(DATASET CONTENT)

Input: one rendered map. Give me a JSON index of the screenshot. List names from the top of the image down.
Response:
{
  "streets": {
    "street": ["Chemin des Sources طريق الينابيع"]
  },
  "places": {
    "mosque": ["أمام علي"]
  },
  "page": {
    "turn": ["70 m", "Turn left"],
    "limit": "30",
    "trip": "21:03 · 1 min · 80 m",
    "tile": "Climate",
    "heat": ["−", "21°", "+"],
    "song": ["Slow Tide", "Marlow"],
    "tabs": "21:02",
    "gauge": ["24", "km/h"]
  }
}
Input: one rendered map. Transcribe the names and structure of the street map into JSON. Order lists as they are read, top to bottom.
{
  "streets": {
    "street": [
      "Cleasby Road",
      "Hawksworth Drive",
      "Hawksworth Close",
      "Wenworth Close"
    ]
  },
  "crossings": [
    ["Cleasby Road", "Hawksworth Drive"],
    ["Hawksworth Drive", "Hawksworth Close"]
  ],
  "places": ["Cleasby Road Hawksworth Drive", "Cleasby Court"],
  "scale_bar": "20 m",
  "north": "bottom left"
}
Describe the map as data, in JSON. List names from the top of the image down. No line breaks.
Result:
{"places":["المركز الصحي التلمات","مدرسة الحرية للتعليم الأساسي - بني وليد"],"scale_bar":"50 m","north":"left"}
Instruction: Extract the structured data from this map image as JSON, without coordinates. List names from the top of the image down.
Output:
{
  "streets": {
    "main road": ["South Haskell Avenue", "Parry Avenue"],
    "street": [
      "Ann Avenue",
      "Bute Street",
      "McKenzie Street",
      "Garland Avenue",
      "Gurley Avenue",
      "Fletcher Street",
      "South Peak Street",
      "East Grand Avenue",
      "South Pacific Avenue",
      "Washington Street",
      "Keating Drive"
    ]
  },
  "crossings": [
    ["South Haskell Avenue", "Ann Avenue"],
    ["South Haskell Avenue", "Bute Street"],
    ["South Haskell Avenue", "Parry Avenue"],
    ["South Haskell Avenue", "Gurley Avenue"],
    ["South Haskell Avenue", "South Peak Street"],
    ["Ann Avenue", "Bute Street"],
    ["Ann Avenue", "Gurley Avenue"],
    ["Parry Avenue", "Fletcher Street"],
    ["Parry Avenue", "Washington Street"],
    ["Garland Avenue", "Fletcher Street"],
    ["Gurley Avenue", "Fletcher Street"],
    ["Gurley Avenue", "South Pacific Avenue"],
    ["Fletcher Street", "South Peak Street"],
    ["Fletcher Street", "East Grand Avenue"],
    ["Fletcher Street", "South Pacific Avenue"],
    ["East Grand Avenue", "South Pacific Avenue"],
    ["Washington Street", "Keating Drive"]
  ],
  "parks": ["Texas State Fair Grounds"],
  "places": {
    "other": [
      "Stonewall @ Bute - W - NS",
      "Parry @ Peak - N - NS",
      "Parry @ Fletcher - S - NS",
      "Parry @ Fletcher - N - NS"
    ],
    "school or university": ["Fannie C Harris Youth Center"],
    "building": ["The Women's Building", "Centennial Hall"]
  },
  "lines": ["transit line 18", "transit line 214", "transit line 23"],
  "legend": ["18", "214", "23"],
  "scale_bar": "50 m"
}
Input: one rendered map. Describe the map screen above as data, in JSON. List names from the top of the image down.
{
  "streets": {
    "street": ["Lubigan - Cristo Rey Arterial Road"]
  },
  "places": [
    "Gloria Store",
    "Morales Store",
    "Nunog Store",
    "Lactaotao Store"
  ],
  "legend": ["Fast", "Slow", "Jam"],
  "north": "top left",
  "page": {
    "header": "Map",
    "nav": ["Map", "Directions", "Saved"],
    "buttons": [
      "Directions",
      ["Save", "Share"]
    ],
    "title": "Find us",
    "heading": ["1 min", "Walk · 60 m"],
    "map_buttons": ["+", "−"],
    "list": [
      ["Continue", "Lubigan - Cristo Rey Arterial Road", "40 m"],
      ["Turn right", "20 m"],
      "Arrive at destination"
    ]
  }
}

(End DATASET CONTENT)

■ **WORK TO COMPLETE**:
Go back to the start of the listing above. Reproduce each line exactly, ending with the line that contains "Instruction: Extract the".

■ **WRITTEN ANSWER**:
Input: one rendered map. Give me a JSON index of the screenshot. List names from the top of the image down.
Response:
{
  "streets": {
    "street": ["Chemin des Sources طريق الينابيع"]
  },
  "places": {
    "mosque": ["أمام علي"]
  },
  "page": {
    "turn": ["70 m", "Turn left"],
    "limit": "30",
    "trip": "21:03 · 1 min · 80 m",
    "tile": "Climate",
    "heat": ["−", "21°", "+"],
    "song": ["Slow Tide", "Marlow"],
    "tabs": "21:02",
    "gauge": ["24", "km/h"]
  }
}
Input: one rendered map. Transcribe the names and structure of the street map into JSON. Order lists as they are read, top to bottom.
{
  "streets": {
    "street": [
      "Cleasby Road",
      "Hawksworth Drive",
      "Hawksworth Close",
      "Wenworth Close"
    ]
  },
  "crossings": [
    ["Cleasby Road", "Hawksworth Drive"],
    ["Hawksworth Drive", "Hawksworth Close"]
  ],
  "places": ["Cleasby Road Hawksworth Drive", "Cleasby Court"],
  "scale_bar": "20 m",
  "north": "bottom left"
}
Describe the map as data, in JSON. List names from the top of the image down. No line breaks.
Result:
{"places":["المركز الصحي التلمات","مدرسة الحرية للتعليم الأساسي - بني وليد"],"scale_bar":"50 m","north":"left"}
Instruction: Extract the structured data from this map image as JSON, without coordinates. List names from the top of the image down.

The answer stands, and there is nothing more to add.